== Assignment ==
Line by line, restate the material exactly.

== The data ==
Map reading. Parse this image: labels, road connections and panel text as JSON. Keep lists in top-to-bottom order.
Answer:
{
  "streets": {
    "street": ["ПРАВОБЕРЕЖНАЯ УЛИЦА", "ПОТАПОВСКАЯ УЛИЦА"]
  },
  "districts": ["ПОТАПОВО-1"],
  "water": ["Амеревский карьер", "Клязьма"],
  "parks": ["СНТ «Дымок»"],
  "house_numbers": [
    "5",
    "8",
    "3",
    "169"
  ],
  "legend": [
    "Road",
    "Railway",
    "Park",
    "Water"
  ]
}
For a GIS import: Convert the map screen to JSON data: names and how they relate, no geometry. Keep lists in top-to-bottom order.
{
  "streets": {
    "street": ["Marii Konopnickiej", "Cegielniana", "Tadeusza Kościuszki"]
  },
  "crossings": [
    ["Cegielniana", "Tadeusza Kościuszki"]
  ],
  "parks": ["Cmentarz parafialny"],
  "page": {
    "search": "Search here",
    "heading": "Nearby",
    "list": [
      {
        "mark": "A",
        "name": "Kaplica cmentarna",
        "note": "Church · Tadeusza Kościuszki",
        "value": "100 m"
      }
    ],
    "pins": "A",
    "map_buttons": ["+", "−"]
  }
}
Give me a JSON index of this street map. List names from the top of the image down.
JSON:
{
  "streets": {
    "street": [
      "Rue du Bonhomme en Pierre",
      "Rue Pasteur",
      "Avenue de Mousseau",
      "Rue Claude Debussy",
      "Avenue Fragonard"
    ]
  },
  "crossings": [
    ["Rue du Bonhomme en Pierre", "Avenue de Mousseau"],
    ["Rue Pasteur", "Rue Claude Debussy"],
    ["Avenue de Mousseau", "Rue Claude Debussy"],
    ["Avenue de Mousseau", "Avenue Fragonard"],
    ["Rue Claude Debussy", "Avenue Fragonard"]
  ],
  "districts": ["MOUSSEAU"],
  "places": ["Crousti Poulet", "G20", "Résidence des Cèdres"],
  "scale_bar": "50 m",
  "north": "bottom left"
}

== Finished task ==
Map reading. Parse this image: labels, road connections and panel text as JSON. Keep lists in top-to-bottom order.
Answer:
{
  "streets": {
    "street": ["ПРАВОБЕРЕЖНАЯ УЛИЦА", "ПОТАПОВСКАЯ УЛИЦА"]
  },
  "districts": ["ПОТАПОВО-1"],
  "water": ["Амеревский карьер", "Клязьма"],
  "parks": ["СНТ «Дымок»"],
  "house_numbers": [
    "5",
    "8",
    "3",
    "169"
  ],
  "legend": [
    "Road",
    "Railway",
    "Park",
    "Water"
  ]
}
For a GIS import: Convert the map screen to JSON data: names and how they relate, no geometry. Keep lists in top-to-bottom order.
{
  "streets": {
    "street": ["Marii Konopnickiej", "Cegielniana", "Tadeusza Kościuszki"]
  },
  "crossings": [
    ["Cegielniana", "Tadeusza Kościuszki"]
  ],
  "parks": ["Cmentarz parafialny"],
  "page": {
    "search": "Search here",
    "heading": "Nearby",
    "list": [
      {
        "mark": "A",
        "name": "Kaplica cmentarna",
        "note": "Church · Tadeusza Kościuszki",
        "value": "100 m"
      }
    ],
    "pins": "A",
    "map_buttons": ["+", "−"]
  }
}
Give me a JSON index of this street map. List names from the top of the image down.
JSON:
{
  "streets": {
    "street": [
      "Rue du Bonhomme en Pierre",
      "Rue Pasteur",
      "Avenue de Mousseau",
      "Rue Claude Debussy",
      "Avenue Fragonard"
    ]
  },
  "crossings": [
    ["Rue du Bonhomme en Pierre", "Avenue de Mousseau"],
    ["Rue Pasteur", "Rue Claude Debussy"],
    ["Avenue de Mousseau", "Rue Claude Debussy"],
    ["Avenue de Mousseau", "Avenue Fragonard"],
    ["Rue Claude Debussy", "Avenue Fragonard"]
  ],
  "districts": ["MOUSSEAU"],
  "places": ["Crousti Poulet", "G20", "Résidence des Cèdres"],
  "scale_bar": "50 m",
  "north": "bottom left"
}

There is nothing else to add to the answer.